Vanderbilt biomedical engineering professors Duco Jansen and Anita Mahadevan-Jansen are among this year’s 62 new Fellows of the International Photonic Science and Engineering Society (SPIE).
SPIE Fellows are honored for their technical achievements and for their service to the optics and photonics community and to SPIE in particular. More than 800 SPIE members have become Fellows since the Society’s inception in 1955. This is only the second time in the Society’s history that a husband and wife were both honored as Fellows simultaneously.
Mahadevan-Jansen is recognized for specific achievements in the development of optical techniques for in vivo medical diagnostics and therapeutic guidance systems.
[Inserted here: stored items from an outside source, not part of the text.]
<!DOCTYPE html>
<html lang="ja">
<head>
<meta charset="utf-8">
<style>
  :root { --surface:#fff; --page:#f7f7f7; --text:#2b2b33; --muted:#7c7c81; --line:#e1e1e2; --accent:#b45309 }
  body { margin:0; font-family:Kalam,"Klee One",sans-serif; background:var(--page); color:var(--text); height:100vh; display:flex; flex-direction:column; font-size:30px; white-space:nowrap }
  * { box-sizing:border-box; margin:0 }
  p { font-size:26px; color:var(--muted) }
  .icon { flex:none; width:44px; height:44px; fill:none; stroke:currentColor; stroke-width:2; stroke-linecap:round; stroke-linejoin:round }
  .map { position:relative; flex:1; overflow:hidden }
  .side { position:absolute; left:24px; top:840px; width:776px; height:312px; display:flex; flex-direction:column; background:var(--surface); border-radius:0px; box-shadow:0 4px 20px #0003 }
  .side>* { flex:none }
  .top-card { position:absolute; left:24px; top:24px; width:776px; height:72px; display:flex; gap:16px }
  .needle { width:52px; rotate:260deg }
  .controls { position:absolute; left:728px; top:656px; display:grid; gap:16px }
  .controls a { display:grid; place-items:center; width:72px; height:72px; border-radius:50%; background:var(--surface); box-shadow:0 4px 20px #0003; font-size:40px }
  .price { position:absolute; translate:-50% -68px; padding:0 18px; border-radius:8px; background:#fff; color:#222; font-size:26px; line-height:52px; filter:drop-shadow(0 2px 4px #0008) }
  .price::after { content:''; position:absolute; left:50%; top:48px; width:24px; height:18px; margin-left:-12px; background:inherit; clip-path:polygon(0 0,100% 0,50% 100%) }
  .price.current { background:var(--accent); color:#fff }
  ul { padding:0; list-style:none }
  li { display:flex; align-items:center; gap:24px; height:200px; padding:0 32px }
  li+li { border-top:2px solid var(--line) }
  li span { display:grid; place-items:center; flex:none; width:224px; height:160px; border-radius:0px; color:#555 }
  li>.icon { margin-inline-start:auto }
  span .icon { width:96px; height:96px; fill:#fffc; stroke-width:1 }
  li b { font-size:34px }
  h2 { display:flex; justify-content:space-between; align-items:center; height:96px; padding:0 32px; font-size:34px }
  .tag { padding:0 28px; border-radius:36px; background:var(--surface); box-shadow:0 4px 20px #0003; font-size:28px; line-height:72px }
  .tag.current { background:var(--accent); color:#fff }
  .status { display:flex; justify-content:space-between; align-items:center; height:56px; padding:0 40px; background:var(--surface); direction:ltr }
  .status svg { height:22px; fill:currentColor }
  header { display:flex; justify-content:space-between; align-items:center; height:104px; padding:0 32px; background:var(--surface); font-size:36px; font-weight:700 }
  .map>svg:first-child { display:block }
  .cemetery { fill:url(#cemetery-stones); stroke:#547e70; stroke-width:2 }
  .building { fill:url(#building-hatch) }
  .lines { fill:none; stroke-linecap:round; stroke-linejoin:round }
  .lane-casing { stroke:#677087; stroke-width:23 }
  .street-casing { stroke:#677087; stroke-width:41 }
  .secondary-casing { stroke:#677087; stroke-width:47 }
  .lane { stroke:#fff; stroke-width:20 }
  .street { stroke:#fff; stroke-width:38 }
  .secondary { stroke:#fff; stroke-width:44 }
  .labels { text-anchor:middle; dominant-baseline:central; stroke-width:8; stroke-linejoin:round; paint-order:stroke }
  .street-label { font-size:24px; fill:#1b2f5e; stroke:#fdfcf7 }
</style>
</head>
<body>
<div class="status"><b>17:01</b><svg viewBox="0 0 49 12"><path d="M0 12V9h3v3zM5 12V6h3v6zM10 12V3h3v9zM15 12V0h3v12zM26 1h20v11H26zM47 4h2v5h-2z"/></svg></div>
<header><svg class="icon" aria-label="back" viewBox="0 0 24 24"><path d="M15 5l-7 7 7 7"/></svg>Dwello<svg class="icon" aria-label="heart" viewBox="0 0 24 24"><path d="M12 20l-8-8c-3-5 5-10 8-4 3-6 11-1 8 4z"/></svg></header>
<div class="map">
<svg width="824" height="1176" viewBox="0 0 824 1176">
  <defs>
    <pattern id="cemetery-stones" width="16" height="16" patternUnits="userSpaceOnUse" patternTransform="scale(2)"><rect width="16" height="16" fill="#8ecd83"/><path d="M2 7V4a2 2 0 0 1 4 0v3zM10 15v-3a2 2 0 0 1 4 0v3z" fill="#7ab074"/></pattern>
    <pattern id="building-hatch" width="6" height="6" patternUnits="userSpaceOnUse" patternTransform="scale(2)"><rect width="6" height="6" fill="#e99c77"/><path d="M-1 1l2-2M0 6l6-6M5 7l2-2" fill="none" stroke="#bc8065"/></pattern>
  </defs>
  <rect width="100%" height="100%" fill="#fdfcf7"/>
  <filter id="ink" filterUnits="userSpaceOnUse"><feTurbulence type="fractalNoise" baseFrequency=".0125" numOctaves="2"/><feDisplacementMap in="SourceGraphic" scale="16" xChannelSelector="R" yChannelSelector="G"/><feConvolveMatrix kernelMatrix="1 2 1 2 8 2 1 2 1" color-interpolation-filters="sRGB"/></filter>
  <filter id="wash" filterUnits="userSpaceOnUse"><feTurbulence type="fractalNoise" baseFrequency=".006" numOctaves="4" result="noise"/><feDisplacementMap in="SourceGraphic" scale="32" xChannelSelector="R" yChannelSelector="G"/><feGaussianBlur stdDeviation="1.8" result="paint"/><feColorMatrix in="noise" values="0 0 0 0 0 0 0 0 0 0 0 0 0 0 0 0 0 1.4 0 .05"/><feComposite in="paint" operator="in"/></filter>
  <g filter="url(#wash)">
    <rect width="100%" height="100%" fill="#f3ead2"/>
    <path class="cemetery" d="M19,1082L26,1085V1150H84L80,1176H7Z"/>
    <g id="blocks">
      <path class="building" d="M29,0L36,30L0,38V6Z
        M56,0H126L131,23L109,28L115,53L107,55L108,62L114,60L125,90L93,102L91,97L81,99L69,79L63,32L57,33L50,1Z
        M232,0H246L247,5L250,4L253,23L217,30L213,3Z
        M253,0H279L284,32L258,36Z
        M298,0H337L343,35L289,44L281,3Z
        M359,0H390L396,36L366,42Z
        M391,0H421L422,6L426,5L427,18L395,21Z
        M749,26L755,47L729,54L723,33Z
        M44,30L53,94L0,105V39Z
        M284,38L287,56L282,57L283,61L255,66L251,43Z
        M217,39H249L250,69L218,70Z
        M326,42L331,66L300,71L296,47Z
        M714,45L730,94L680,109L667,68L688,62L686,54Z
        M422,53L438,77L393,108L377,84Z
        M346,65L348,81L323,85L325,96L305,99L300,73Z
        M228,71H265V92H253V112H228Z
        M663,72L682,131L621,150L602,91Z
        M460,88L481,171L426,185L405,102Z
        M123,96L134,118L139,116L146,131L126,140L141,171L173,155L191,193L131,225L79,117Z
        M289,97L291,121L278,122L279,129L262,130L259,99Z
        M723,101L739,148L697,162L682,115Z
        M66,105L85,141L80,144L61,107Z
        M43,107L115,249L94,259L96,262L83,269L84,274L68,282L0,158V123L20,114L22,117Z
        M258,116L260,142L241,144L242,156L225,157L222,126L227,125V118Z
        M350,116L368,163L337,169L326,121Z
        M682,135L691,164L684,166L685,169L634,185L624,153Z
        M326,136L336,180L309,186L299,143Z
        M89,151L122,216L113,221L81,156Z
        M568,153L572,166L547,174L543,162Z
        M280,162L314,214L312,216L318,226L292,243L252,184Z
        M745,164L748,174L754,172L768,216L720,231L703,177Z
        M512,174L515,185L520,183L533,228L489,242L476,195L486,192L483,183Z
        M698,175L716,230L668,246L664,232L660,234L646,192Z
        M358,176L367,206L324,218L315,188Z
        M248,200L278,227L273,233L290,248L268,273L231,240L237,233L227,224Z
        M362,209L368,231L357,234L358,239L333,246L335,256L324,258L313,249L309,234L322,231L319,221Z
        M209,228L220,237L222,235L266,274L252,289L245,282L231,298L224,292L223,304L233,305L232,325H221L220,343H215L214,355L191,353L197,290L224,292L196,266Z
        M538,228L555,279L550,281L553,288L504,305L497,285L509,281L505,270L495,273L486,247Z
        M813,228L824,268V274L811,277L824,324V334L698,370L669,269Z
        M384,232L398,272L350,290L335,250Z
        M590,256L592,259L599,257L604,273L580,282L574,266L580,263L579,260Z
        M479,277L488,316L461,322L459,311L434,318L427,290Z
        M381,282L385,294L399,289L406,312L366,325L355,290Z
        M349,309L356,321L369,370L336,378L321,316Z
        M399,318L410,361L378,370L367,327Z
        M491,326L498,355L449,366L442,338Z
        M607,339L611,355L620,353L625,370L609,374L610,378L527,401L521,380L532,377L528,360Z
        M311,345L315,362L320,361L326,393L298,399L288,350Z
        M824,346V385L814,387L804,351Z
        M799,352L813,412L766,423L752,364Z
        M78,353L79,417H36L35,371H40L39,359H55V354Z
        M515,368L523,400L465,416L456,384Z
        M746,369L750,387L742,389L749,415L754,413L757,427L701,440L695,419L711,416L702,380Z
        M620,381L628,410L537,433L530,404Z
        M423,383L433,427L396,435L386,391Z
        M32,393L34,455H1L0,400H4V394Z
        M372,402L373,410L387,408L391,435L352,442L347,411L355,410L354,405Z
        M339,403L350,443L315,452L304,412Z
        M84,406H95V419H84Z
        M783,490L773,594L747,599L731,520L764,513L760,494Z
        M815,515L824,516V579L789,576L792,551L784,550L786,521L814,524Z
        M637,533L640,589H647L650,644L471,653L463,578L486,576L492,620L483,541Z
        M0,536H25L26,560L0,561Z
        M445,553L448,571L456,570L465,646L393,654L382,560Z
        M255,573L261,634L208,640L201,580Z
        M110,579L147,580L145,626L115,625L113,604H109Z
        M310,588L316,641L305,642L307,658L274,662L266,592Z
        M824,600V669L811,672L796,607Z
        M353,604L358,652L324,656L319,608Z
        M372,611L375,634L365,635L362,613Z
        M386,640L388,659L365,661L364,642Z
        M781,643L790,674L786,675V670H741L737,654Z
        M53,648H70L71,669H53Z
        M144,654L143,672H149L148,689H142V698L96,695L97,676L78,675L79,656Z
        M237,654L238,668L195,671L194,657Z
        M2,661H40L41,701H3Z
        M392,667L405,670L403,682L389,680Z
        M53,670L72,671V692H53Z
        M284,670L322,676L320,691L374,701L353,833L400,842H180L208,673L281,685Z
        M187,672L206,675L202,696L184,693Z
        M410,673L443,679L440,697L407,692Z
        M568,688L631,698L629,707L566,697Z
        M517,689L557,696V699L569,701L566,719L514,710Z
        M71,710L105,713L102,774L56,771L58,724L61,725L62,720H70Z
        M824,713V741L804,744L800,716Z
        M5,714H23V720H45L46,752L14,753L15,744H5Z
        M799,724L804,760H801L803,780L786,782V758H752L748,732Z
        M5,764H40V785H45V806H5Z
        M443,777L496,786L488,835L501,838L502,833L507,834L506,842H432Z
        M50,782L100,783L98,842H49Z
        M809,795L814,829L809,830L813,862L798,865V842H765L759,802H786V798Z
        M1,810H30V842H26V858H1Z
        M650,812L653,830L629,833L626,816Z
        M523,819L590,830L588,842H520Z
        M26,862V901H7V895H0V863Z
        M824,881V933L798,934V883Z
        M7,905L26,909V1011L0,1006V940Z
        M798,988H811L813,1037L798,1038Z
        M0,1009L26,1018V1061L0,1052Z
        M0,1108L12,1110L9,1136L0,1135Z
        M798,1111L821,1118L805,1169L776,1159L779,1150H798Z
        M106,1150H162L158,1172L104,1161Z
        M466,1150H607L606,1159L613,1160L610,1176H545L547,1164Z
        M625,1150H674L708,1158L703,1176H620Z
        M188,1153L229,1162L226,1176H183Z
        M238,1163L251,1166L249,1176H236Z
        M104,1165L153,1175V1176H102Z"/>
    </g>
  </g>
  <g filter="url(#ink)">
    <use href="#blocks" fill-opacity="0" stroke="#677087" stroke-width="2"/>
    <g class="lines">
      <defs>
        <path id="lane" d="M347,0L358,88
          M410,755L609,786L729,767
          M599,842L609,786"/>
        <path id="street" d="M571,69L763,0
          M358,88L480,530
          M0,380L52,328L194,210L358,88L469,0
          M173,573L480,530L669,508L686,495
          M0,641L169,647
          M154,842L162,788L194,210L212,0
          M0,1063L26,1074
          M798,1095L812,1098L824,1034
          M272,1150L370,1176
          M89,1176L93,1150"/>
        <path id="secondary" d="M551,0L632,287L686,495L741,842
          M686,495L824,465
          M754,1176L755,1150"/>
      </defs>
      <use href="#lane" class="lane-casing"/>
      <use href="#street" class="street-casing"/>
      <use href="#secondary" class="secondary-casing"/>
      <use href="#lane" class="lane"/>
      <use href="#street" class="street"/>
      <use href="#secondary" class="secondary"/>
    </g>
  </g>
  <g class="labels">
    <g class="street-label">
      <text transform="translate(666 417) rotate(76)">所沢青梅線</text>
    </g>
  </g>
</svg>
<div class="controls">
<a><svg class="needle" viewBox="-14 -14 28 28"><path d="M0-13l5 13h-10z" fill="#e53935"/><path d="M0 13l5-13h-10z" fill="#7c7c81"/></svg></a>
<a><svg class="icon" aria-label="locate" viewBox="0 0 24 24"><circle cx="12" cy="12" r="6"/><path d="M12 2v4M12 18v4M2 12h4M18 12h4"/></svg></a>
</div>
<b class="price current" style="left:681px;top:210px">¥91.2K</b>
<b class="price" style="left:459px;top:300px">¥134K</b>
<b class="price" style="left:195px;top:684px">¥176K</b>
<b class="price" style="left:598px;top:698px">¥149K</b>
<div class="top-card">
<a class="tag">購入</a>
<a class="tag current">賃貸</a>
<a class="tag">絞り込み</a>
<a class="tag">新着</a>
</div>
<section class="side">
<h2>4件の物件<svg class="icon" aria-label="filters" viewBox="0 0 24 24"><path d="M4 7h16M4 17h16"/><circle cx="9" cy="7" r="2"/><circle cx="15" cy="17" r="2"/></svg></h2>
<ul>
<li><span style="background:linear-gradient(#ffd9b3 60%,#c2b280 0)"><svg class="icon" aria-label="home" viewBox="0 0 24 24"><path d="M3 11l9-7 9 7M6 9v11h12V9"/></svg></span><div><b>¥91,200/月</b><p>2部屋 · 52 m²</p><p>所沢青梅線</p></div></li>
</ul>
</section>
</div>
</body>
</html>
Duco Jansen is recognized for specific achievements in biomedical engineering, laser interaction at optical neural interfaces.
In biomedical engineering, the husband and wife team of Anita Mahadevan-Jansen and E. Duco Jansen, professors of biomedical engineering, are among a small number of pioneers in biophotonics, finding ways to use light in medical breakthroughs diagnostically, surgically and therapeutically.
The Jansens lead Vanderbilt’s Biomedical Engineering Optics Lab. Mahadevan-Jansen directs the optical diagnostics research. Duco Jansen directs the majority of optical therapeutics and imaging research. In April his term begins as president of the American Society for Laser Medicine and Surgery. He is only the third non-M.D. in the 30-year history of the society to be elected president.
SPIE, the international society for optics and photonics, was founded to advance light-based technologies. Serving more than 188,000 constituents from 138 countries, SPIE annually organizes and sponsors approximately 25 major technical forums, exhibitions, and education programs in North America and EMEA, and supports scholarships, grants, and other education programs around the world.